Provided information:

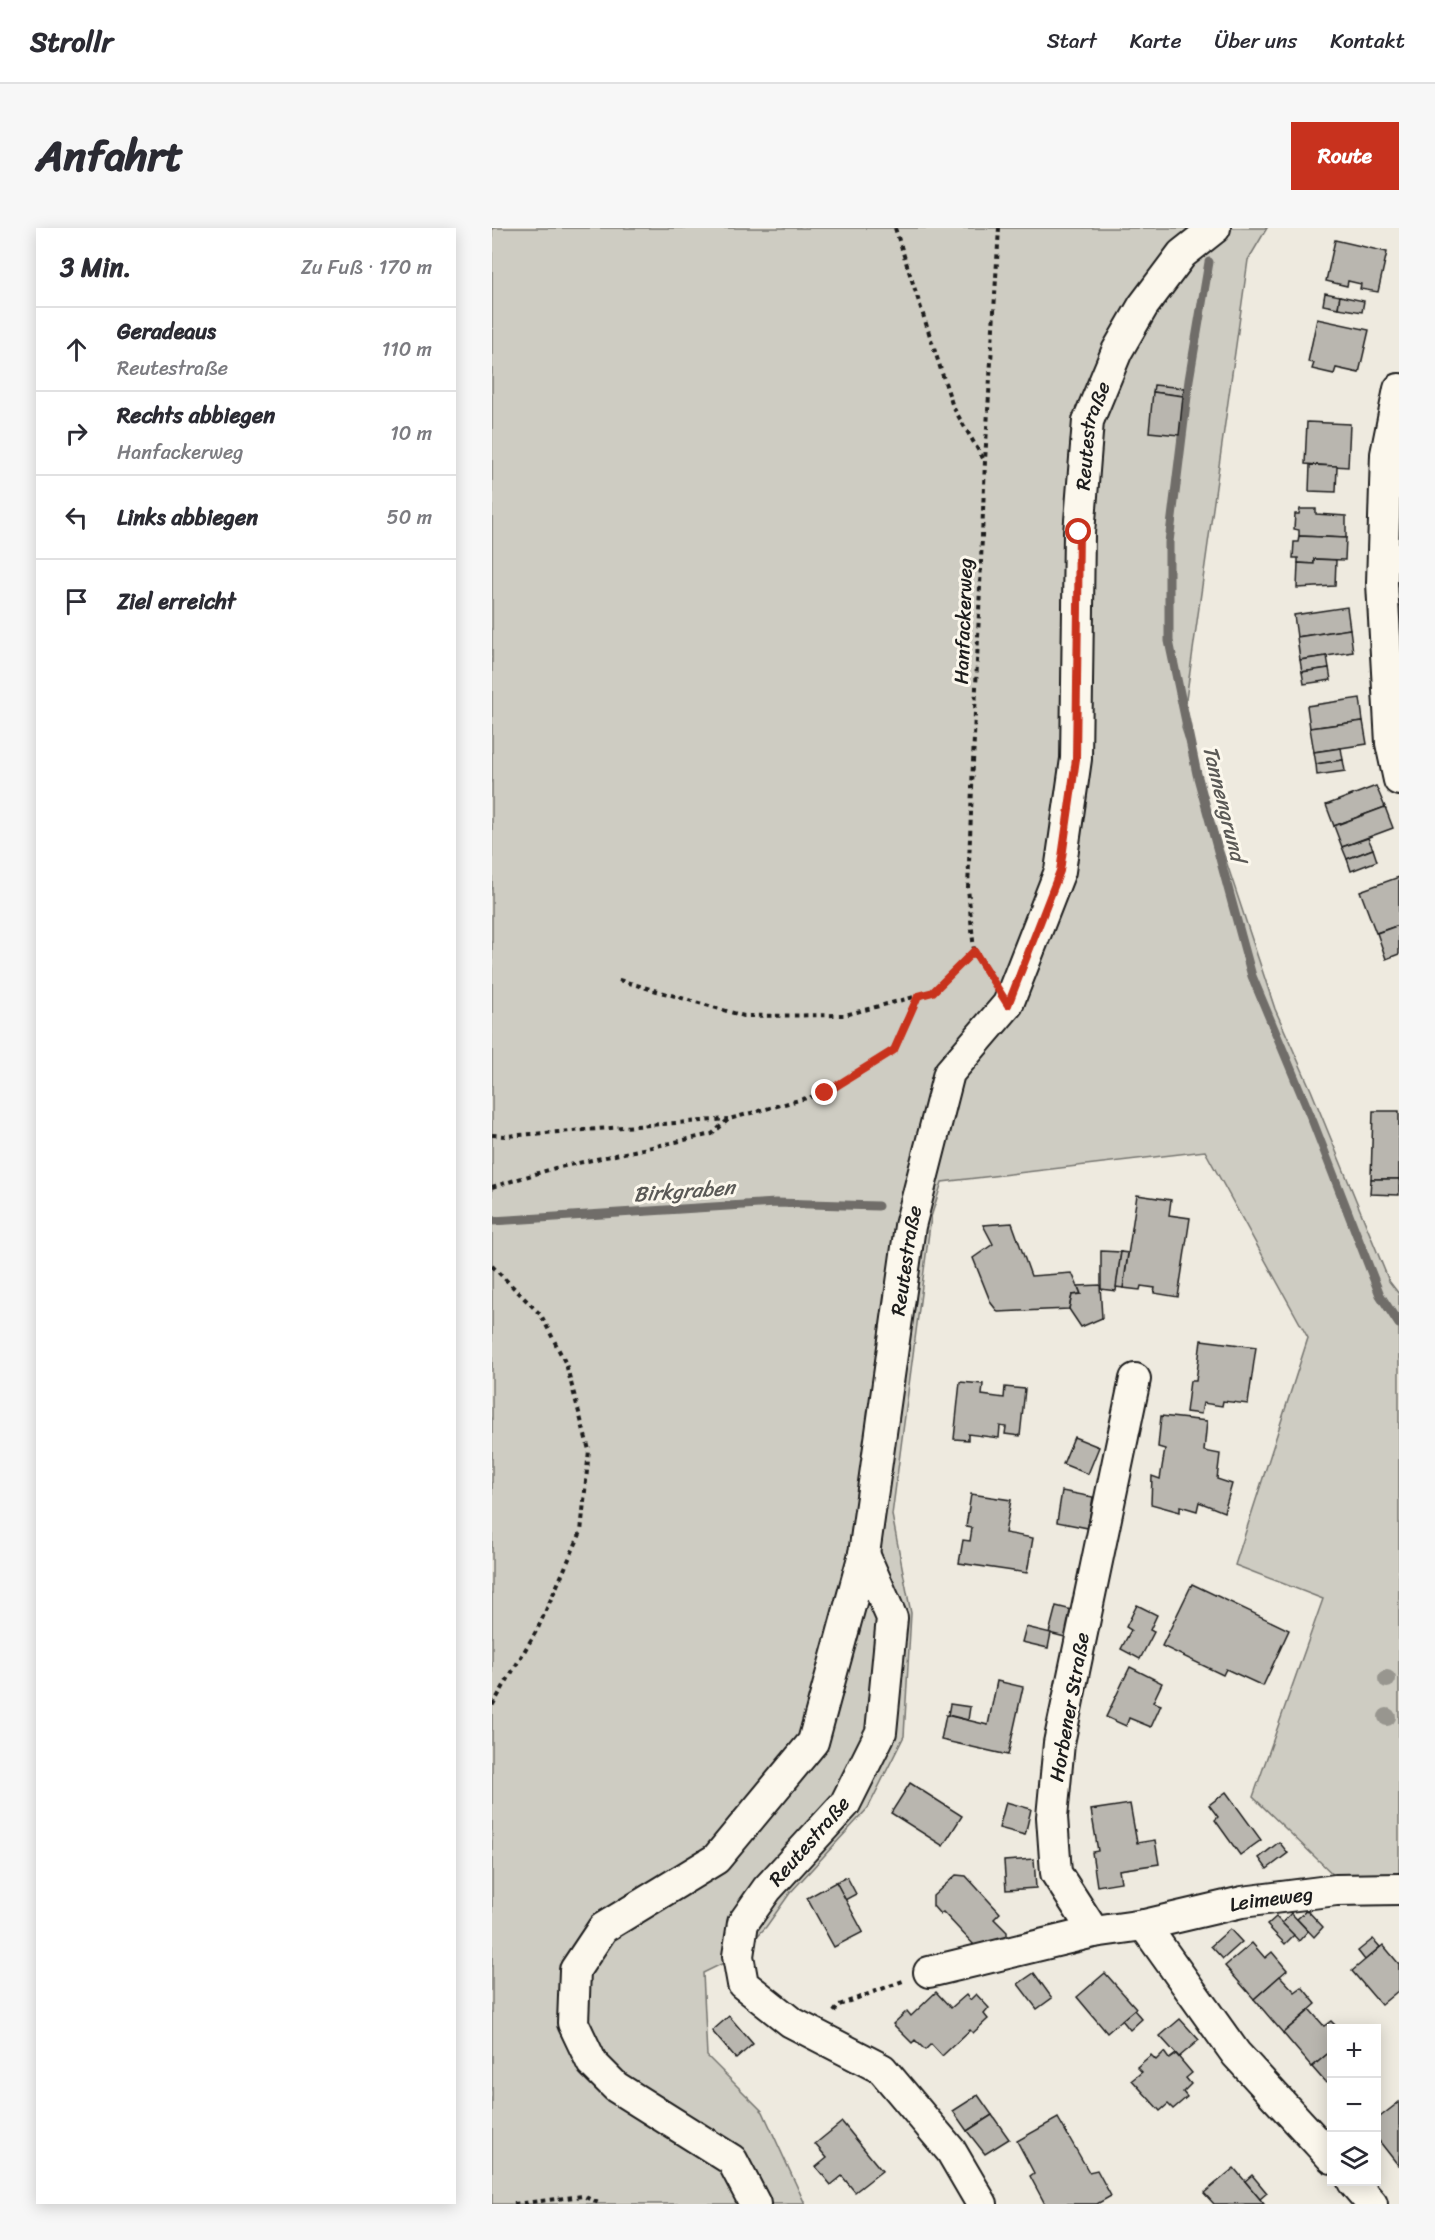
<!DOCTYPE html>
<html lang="de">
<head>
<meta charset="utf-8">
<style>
  :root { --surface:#fff; --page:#f7f7f7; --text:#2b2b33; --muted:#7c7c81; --line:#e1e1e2; --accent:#c8321e }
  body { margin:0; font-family:Sriracha,sans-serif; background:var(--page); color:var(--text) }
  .controls { position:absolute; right:18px; bottom:18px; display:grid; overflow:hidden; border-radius:0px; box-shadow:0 3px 15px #0003 }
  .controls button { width:54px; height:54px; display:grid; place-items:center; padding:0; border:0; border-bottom:2px solid var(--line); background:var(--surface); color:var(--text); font:30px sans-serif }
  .stop { position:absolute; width:18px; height:18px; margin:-14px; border:4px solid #c8321e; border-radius:50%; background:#fff }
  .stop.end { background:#c8321e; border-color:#fff; box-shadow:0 2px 6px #0008 }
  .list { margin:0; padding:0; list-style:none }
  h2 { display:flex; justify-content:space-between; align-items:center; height:78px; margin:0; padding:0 24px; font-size:26px }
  h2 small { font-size:20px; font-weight:400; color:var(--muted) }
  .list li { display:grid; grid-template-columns:39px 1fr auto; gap:18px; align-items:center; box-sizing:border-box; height:84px; padding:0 24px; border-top:2px solid var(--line) }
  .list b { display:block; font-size:22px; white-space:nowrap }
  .list p { margin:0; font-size:20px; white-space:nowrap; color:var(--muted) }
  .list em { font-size:20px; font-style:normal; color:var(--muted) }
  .icon { flex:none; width:33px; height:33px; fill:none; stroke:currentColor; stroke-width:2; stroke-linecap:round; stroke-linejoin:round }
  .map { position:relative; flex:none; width:907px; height:1976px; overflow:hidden; border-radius:0px }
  header { display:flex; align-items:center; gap:36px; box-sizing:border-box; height:84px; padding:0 30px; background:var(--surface); border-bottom:2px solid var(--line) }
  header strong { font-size:28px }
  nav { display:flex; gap:33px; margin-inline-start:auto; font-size:21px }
  .intro { display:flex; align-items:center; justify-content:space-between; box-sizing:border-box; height:144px; padding:0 36px }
  h1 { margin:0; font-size:42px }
  .button { padding:15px 27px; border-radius:0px; background:var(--accent); color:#fff; font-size:21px; font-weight:700 }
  main { display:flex; gap:36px; padding:0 36px }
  aside { flex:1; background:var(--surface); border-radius:0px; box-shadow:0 3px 15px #0003 }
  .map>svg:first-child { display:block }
  .green { fill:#ceccc2; stroke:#75746f; stroke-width:1.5 }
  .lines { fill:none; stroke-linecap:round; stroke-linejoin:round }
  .stream { stroke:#6f6d69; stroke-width:9 }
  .building { fill:#b9b6af; stroke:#1c1c1c; stroke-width:1.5 }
  .minor-casing { stroke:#1c1c1c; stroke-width:34 }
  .path { stroke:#1c1c1c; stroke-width:4; stroke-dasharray:4.5 4.5; stroke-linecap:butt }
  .minor { stroke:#fbf7ec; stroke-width:30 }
  .tree { fill:#98968f }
  .route { stroke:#c8321e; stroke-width:8 }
  .labels { text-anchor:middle; stroke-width:6; stroke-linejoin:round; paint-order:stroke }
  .street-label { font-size:20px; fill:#1c1c1c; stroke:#fbf7ec }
  .water-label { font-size:21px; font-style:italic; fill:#5a5956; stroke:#fbf7ec }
</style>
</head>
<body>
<header>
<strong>Strollr</strong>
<nav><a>Start</a><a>Karte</a><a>Über uns</a><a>Kontakt</a></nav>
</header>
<div class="intro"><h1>Anfahrt</h1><a class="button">Route</a></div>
<main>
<aside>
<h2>3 Min.<small>Zu Fuß · 170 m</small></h2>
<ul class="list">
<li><svg class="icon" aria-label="ahead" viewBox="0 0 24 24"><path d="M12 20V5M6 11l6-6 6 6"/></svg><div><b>Geradeaus</b><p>Reutestraße</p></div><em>110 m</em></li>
<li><svg class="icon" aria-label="right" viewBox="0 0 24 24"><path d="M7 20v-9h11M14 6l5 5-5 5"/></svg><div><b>Rechts abbiegen</b><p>Hanfackerweg</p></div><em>10 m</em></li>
<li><svg class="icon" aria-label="left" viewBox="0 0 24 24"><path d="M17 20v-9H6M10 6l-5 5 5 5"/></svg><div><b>Links abbiegen</b></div><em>50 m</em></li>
<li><svg class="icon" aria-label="arrive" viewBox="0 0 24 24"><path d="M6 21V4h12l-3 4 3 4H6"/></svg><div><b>Ziel erreicht</b></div></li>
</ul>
</aside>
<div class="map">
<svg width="907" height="1976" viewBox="0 0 907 1976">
  <rect width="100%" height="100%" fill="#eeeadf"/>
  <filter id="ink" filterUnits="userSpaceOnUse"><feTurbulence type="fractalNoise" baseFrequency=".0167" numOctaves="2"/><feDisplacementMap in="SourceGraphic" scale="12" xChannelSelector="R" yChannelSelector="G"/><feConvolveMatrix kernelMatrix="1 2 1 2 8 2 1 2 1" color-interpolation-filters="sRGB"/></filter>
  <g filter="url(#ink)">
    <polygon class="green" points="0,0 775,0 756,32 690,500 783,781 819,862 897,1053 907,1066 907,1653 853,1658 761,1569 831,1371 743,1337 816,1110 713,923 450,954 439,989 400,1287 419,1385 412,1508 376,1580 298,1665 274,1699 246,1728 211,1745 215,1828 271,1884 313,1976 0,1976"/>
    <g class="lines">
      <g class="stream">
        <polyline points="717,34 697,152 677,314 677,413 705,546 760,748 821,894 888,1067 907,1096"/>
        <polyline points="0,993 284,975 386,978"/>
      </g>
    </g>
    <g class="building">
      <polygon points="843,12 895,24 886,64 868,61 869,56 856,53 855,58 834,53"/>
      <polygon points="833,65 848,68 846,80 831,77"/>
      <polygon points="848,68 872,73 870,84 846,80"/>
      <polygon points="825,91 877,102 867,145 844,140 842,146 820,141 822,135 816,134"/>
      <polygon points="662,157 692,160 691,168 661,164"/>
      <polygon points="661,164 691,168 687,207 657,204"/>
      <polygon points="815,194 858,196 856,239 813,236"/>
      <polygon points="818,237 845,238 844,264 817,263"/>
      <polygon points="808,281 824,281 824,286 854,288 854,310 807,308 807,302 802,301 803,286 807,286"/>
      <polygon points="807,308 854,310 853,332 822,331 822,336 806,335 806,330 801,330 802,314 806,314"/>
      <polygon points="822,331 844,332 843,358 805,360 806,335 822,336"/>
      <polygon points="855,379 858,401 805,409 802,387"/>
      <polygon points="858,401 861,424 808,432 805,409"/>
      <polygon points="835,428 837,440 810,444 808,432"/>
      <polygon points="837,440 839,452 812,456 810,444"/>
      <polygon points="868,470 871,493 818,500 815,478"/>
      <polygon points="871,493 875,516 822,524 818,500"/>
      <polygon points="849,520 851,532 824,536 822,524"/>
      <polygon points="851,532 853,543 825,547 824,536"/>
      <polygon points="884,558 893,579 842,598 834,577"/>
      <polygon points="893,579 901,600 850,619 842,598"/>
      <polygon points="876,610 881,621 855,631 850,619"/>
      <polygon points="881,621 885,633 859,643 855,631"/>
      <polygon points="907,649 907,697 884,705 868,663"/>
      <polygon points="907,697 907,726 894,731 885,705"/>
      <polygon points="881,883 907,883 907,951 879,951"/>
      <polygon points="879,951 907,951 907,967 878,966"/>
      <polygon points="645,967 679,972 677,987 698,990 686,1069 662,1065 663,1060 649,1058 648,1062 631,1060"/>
      <polygon points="520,995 539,1048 580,1045 589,1066 580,1067 577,1081 506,1084 499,1075 481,1030 501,1016 491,997"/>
      <polygon points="609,1023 629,1024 624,1063 609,1061"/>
      <polygon points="629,1024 636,1025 631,1060 624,1059"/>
      <polygon points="608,1057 610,1090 589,1099 577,1081 580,1067 589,1066 586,1058"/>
      <polygon points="709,1112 764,1119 756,1176 731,1173 730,1178 711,1175 709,1186 694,1184 698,1153 704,1153"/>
      <polygon points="468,1154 491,1156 490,1167 512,1170 513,1159 533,1161 528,1208 513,1206 514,1199 508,1198 507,1210 476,1206 476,1212 462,1211"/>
      <polygon points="669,1188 715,1193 712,1223 728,1226 725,1251 740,1256 732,1284 707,1274 705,1283 688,1278 688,1284 659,1276 660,1248 668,1251 673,1221 666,1219"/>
      <polygon points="582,1209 607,1219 596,1246 571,1236"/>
      <polygon points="570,1263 601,1269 596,1300 565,1294"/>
      <polygon points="479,1266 519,1272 513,1305 541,1310 535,1345 467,1335 471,1312 478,1313 480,1300 474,1299"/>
      <polygon points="700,1356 797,1402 771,1458 734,1441 731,1447 670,1418"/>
      <polygon points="645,1377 665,1387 658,1402 662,1404 648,1431 629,1421 639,1402 634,1399"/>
      <polygon points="564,1378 588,1384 581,1411 557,1405"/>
      <polygon points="534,1399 559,1405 556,1420 530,1414"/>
      <polygon points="638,1439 670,1455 661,1474 669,1477 659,1499 637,1490 634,1498 614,1489"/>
      <polygon points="505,1453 531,1459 516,1527 449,1512 454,1487 496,1497"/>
      <polygon points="458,1476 478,1479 476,1492 456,1487"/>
      <polygon points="418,1555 470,1588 451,1618 399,1585"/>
      <polygon points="734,1564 769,1612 748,1627 723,1592 726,1589 717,1577"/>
      <polygon points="514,1574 539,1581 533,1607 507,1600"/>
      <polygon points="638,1576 645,1615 663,1612 667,1636 627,1642 629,1654 605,1658 600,1624 606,1623 599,1582"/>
      <polygon points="787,1614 796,1625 775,1641 767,1630"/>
      <polygon points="542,1631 544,1660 514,1662 512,1633"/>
      <polygon points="464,1647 474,1648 508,1685 502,1691 515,1704 515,1711 483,1718 451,1684 448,1686 441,1678 441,1668"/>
      <polygon points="355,1649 364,1666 353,1672 344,1654"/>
      <polygon points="344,1654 371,1704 342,1719 315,1670"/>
      <polygon points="815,1682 831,1699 822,1709 805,1691"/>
      <polygon points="799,1685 816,1703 807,1713 790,1695"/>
      <polygon points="784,1689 802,1707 793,1716 775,1697"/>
      <polygon points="738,1701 750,1714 731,1731 719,1718"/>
      <polygon points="881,1711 888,1719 873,1732 866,1723"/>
      <polygon points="760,1715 773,1730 780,1724 795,1742 762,1771 733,1738"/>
      <polygon points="891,1717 907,1736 907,1762 889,1777 860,1743"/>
      <polygon points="542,1745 560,1770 545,1781 526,1756"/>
      <polygon points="613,1745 644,1780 615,1805 585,1769"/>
      <polygon points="788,1748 803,1764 810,1759 824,1776 791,1805 762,1771"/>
      <polygon points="444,1764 459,1780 474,1767 478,1772 484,1766 497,1780 492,1786 496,1791 481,1805 478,1802 450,1828 439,1816 433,1822 423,1812 420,1815 401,1796 415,1783 419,1788"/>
      <polygon points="642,1782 650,1791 638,1802 630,1792"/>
      <polygon points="818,1782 832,1798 839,1793 846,1800 840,1800 840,1822 820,1839 791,1805"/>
      <polygon points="237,1788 261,1816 244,1831 220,1803"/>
      <polygon points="688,1791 707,1812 687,1829 668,1808"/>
      <polygon points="840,1822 840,1850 834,1855 820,1839"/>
      <polygon points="672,1824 677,1831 684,1826 700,1845 694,1850 699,1856 691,1864 695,1869 681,1881 676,1876 668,1883 640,1852 650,1844 645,1839 659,1827 664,1832"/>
      <polygon points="486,1867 500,1887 475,1903 461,1883"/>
      <polygon points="907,1874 907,1937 906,1937 884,1909 884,1892"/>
      <polygon points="500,1887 517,1911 493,1926 475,1903"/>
      <polygon points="566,1890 597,1944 605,1942 619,1968 605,1976 553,1976 538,1948 542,1945 525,1913"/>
      <polygon points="350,1894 390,1943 363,1964 350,1948 339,1957 324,1939 335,1930 323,1916"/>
      <polygon points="742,1940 768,1971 772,1976 722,1976 712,1965"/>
      <polygon points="760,1947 775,1965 768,1971 753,1953"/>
    </g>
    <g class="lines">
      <g class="minor-casing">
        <g id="minor">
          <polyline points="907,161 894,226 890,355 899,515 907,552"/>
          <path id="s1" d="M643,1151L567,1515L560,1589L564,1645L602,1704L652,1697L750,1674L844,1662L907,1661"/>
          <polyline points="372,1326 400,1390 389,1504 353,1576 275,1661 251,1695 246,1728 251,1756 299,1794 390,1841 459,1923 490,1976"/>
          <polyline points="652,1697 744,1826 840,1930"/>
          <polyline points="437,1744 602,1704"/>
          <polyline points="861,1954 880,1976"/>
          <path id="s2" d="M263,1976L240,1932L124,1859L100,1835L81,1795L83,1742L111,1700L224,1631L321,1514L372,1326L418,998L457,845L516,776L568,643L584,531L587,305L596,193L625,123L651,78L690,26L723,0"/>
        </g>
      </g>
      <g class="path">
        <polyline points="403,0 461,179 492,232"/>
        <polyline points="496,746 482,723 476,660 493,233 507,0"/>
        <polyline points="127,752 252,788 353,787 441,764 482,723"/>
        <polyline points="0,907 14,908 236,891"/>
        <polyline points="0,959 63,940 220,906 237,891 333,865 402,822 426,769"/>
        <polyline points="0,1038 49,1087 74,1136 97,1222 89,1304 46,1400 0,1478"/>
        <polyline points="342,1784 347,1777 411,1753"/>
        <polyline points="22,1976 91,1968 109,1976"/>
      </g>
      <use href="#minor" class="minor"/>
    </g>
    <g class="tree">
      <circle cx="895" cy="1451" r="9"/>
      <circle cx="895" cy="1489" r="9"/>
    </g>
  </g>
  <g class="lines" filter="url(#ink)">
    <polyline class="route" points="333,865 402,822 426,768 441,764 482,723 516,777 568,643 584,531 587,304"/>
  </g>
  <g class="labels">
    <g class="street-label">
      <text dy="7" stroke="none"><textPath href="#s2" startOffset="2008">Reutestraße</textPath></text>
      <text transform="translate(471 393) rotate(-88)" y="7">Hanfackerweg</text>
      <text dy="7" stroke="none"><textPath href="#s2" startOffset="1144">Reutestraße</textPath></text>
      <text transform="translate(577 1479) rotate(-80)" y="7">Horbener Straße</text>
      <text transform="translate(317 1613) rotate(-49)" y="7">Reutestraße</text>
      <text dy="7" stroke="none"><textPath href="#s1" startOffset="753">Leimeweg</textPath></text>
    </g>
    <g class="water-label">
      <text transform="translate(732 575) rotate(76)" y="7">Tannengrund</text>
      <text transform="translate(192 963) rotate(-4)" y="7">Birkgraben</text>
    </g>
  </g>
</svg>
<div class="controls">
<button>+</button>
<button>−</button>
<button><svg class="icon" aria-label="layers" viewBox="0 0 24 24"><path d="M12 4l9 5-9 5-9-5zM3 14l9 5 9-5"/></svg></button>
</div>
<div class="stop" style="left:587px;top:304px"></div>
<div class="stop end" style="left:333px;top:865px"></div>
</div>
</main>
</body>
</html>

What the task asks:
List every line from the entries above in which "body" appears.

Task solution:
  body { margin:0; font-family:Sriracha,sans-serif; background:var(--page); color:var(--text) }
<body>
</body>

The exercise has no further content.